Stationary processes and autocorrelation are foundational concepts in time series analysis. They give actuaries the tools to model dependencies in data that evolve over time, which directly feeds into pricing, reserving, and risk management decisions.

A stationary process has statistical properties that don't shift as time passes, and autocorrelation measures how observations at different time points relate to each other. Together, these ideas underpin most of the time series models you'll encounter in actuarial work.

Definition of stationary processes

A stationary process is a stochastic process whose statistical properties remain constant over time. The mean, variance, and autocovariance structure don't depend on when you observe the process. This property is what makes stationary processes tractable for modeling: if the rules governing the data don't change, you can use past behavior to forecast the future.

Strict vs weak stationarity

There are two levels of stationarity, and the distinction matters.

Strict stationarity requires that the entire joint probability distribution is invariant under time shifts. Formally, a process $\{X_t\}$ is strictly stationary if $(X_{t_1}, \ldots, X_{t_n})$ has the same distribution as $(X_{t_1+h}, \ldots, X_{t_n+h})$ for all choices of $t_1, \ldots, t_n$ and any shift $h$ . This is a very strong condition because it constrains every moment and every joint relationship, not just the first two.

Weak stationarity (also called second-order or covariance stationarity) is less demanding. It only requires:

Constant mean: $E[X_t] = \mu$ for all $t$
Time-invariant autocovariance: $Cov(X_t, X_{t+h}) = \gamma(h)$ , depending only on the lag $h$ , not on $t$

Strict stationarity implies weak stationarity (assuming finite second moments), but the reverse isn't generally true.
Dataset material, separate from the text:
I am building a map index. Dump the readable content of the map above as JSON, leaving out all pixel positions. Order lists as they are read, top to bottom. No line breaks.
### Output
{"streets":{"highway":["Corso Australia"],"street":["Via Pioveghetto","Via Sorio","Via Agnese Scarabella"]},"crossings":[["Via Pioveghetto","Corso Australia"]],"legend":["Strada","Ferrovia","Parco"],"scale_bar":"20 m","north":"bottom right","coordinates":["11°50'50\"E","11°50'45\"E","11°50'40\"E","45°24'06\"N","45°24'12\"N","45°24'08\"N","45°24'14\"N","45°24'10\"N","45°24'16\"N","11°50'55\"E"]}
The notable exception is Gaussian processes, where weak stationarity does imply strict stationarity, because a Gaussian distribution is fully determined by its first two moments.
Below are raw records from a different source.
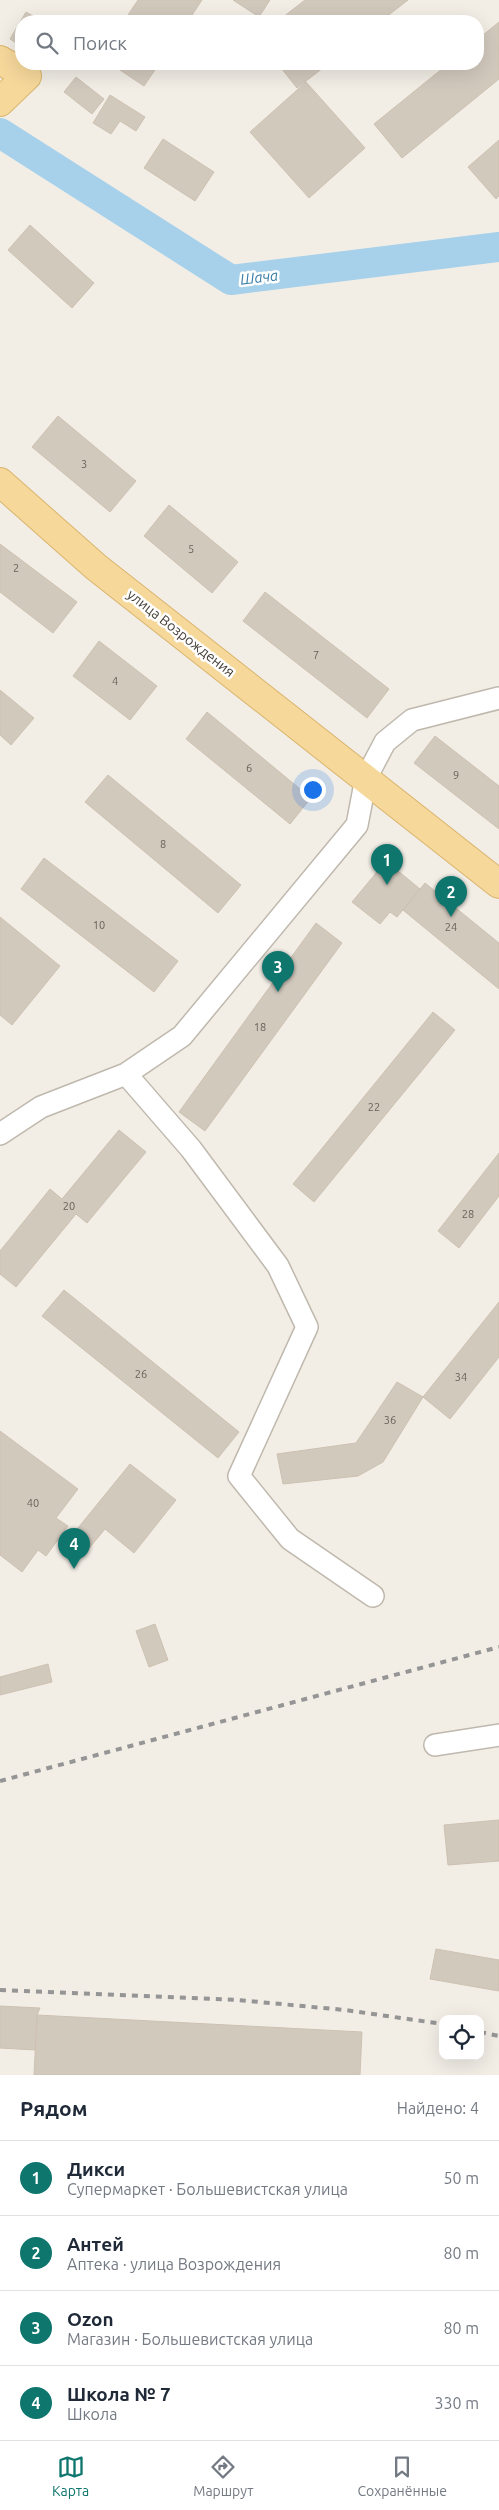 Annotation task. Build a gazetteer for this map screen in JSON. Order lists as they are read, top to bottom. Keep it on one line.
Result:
{"streets":{"main road":["улица Возрождения"]},"water":["Шача"],"house_numbers":["3","5","2","7","4","6","9","8","10","24","18","22","20","28","26","34","36","40"],"page":{"search":"Поиск","pins":["1","2","3","4"],"heading":["Рядом","Найдено: 4"],"list":[{"mark":"1","name":"Дикси","note":"Супермаркет · Большевистская улица","value":"50 m"},{"mark":"2","name":"Антей","note":"Аптека · улица Возрождения","value":"80 m"},{"mark":"3","name":"Ozon","note":"Магазин · Большевистская улица","value":"80 m"},{"mark":"4","name":"Школа № 7","note":"Школа","value":"330 m"}],"nav":["Карта","Маршрут","Сохранённые"]}} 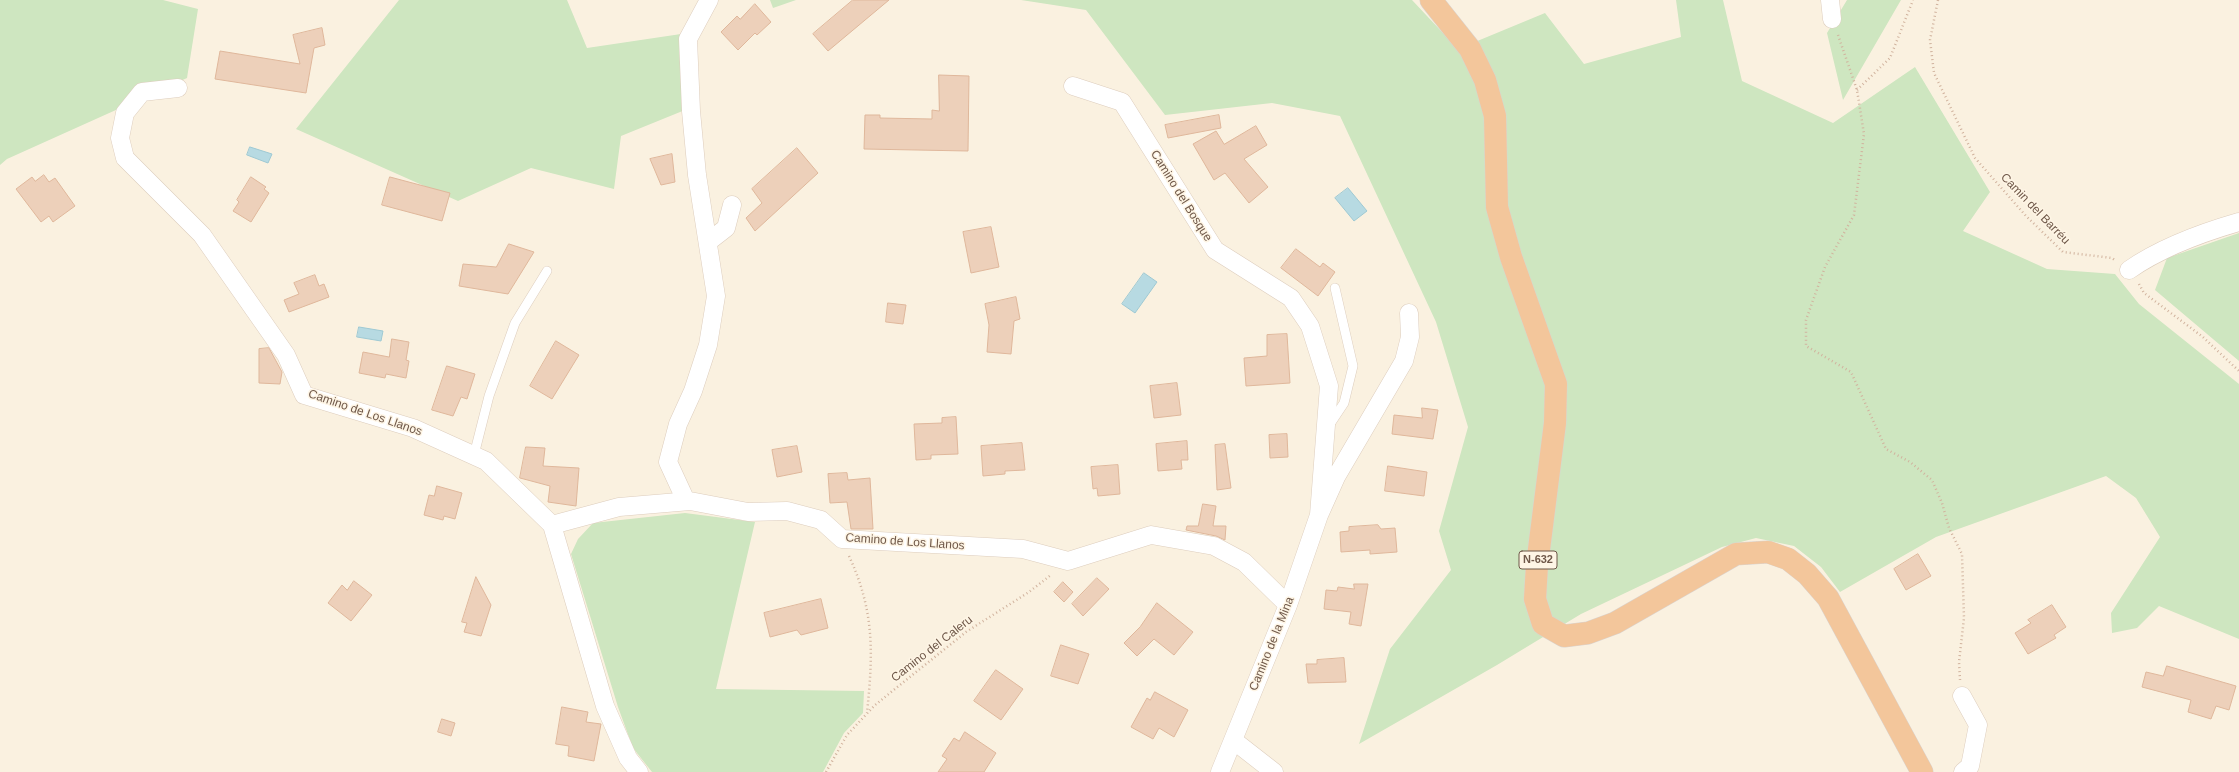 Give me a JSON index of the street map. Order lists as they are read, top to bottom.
{
  "streets": {
    "highway": ["N-632"],
    "street": ["Camino del Bosque", "Camino de Los Llanos", "Camino de la Mina"],
    "path": ["Camin del Barréu", "Camino del Caleru"]
  },
  "crossings": [
    ["Camino del Bosque", "Camino de la Mina"],
    ["Camino de Los Llanos", "Camino del Caleru"]
  ]
}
In practice, weak stationarity is the version you'll work with most often, since it's both verifiable from data and sufficient for fitting ARMA-type models.
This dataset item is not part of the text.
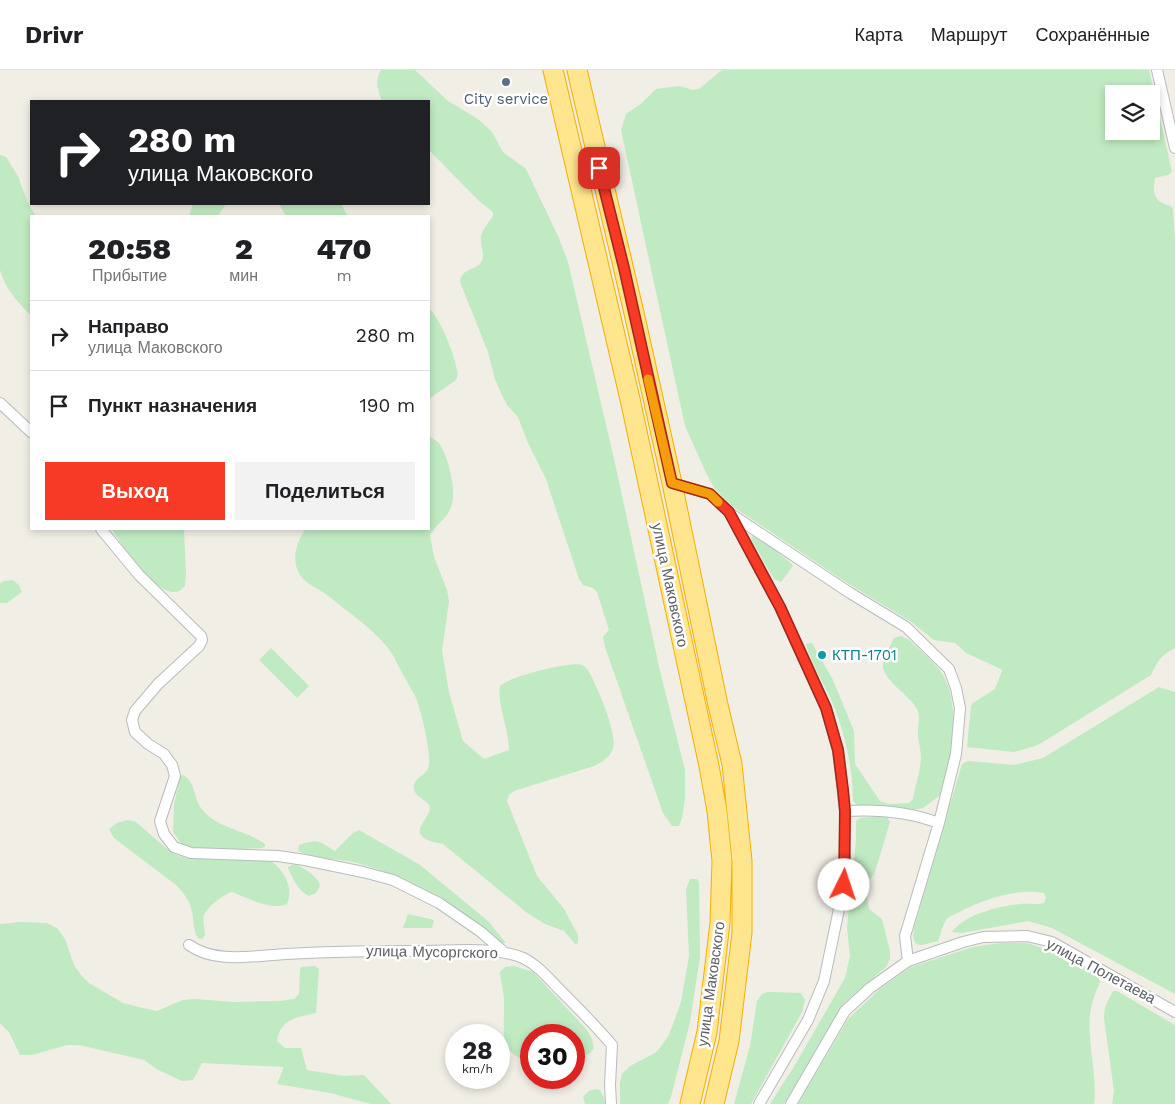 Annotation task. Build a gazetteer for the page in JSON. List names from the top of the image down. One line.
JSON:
{"streets":{"highway":["улица Маковского"],"street":["улица Мусоргского","улица Полетаева"]},"places":["City service","КТП-1701"],"page":{"header":"Drivr","nav":["Карта","Маршрут","Сохранённые"],"turn":["280 m","улица Маковского"],"eta":["20:58","Прибытие","2","мин","470","m"],"list":[{"name":"Направо","note":"улица Маковского","value":"280 m"},{"name":"Пункт назначения","value":"190 m"}],"buttons":["Выход","Поделиться"],"speed":"28 km/h","limit":"30"}} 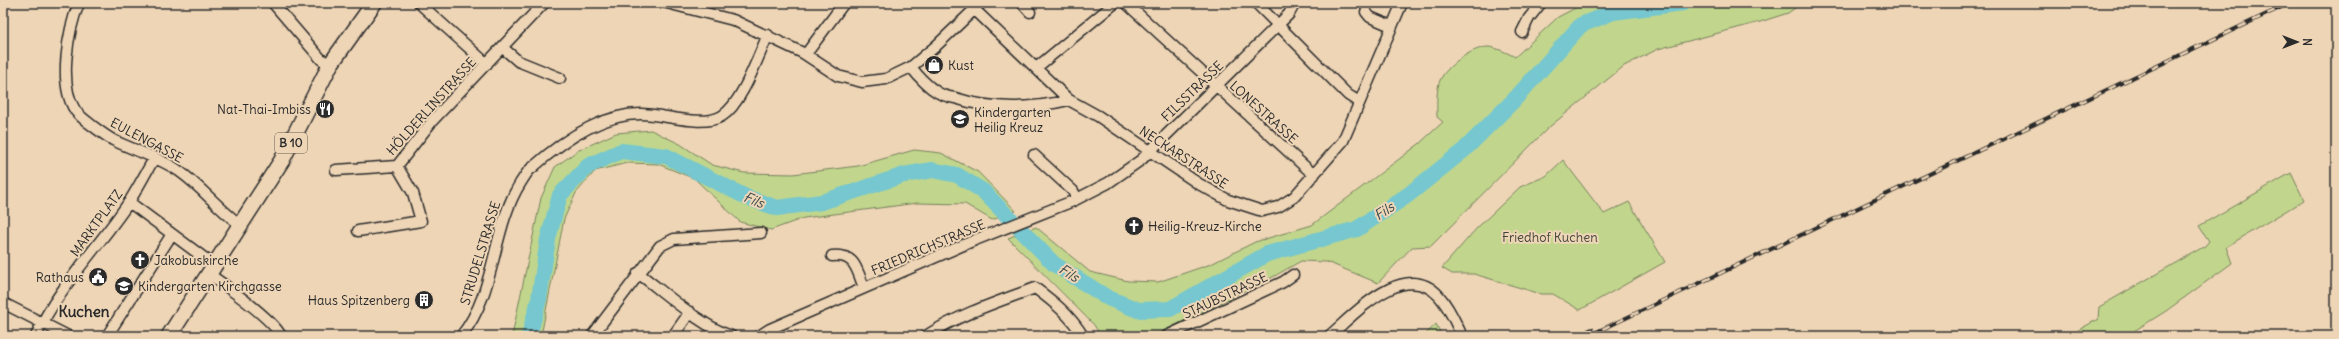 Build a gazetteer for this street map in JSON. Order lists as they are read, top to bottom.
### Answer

Properties of stationary processes

The mean is constant over time: $E[X_t] = \mu$ for all $t$
The variance is constant over time: $Var(X_t) = \gamma(0)$ for all $t$
The autocovariance depends only on the lag: $Cov(X_t, X_{t+h}) = \gamma(h)$
The autocorrelation depends only on the lag: $Corr(X_t, X_{t+h}) = \rho(h)$

These properties make stationary processes well-suited for modeling phenomena with stable long-term behavior. Think of daily log-returns on a stock index or short-term interest rate changes: the level fluctuates, but the overall statistical character stays roughly the same.

Autocorrelation in stationary processes

Autocorrelation measures the linear dependence between a time series and lagged versions of itself. For actuaries, this is how you quantify whether today's observation tells you something about tomorrow's (or next month's, or next year's).

Definition of autocorrelation

The autocorrelation at lag $h$ is defined as:

$\rho(h) = Corr(X_t, X_{t+h}) = \frac{\gamma(h)}{\gamma(0)}$

Here $\gamma(h)$ is the autocovariance at lag $h$ and $\gamma(0)$ is the variance. Dividing by the variance normalizes the measure to fall between $-1$ and $1$ , making it comparable across different series regardless of scale.

Autocorrelation function (ACF)

The autocorrelation function (ACF) plots $\rho(h)$ against the lag $h$ . It gives you a visual snapshot of the entire dependence structure of a stationary series. You can use it to:

Identify how quickly the influence of a shock decays
Spot seasonal or cyclical patterns (spikes at regular lag intervals)
Guide model selection (e.g., the ACF of an MA( $q$ ) process cuts off after lag $q$ )

Properties of ACF

Symmetry: $\rho(h) = \rho(-h)$
Normalized at zero: $\rho(0) = 1$ (a series is perfectly correlated with itself)
Bounded: $-1 \leq \rho(h) \leq 1$
White noise signature: For a white noise process, $\rho(h) = 0$ for all $h \neq 0$

Sample ACF vs population ACF

The population ACF is a theoretical quantity. In practice, you estimate it from data using the sample ACF:

$\hat{\rho}(h) = \frac{\sum_{t=1}^{n-h} (X_t - \bar{X})(X_{t+h} - \bar{X})}{\sum_{t=1}^{n} (X_t - \bar{X})^2}$

where $\bar{X}$ is the sample mean and $n$ is the number of observations. This estimator is consistent, meaning it converges to the true $\rho(h)$ as $n \to \infty$ . However, for small samples or large lags (where $h$ is close to $n$ ), the estimate becomes unreliable because fewer pairs of observations contribute to the sum.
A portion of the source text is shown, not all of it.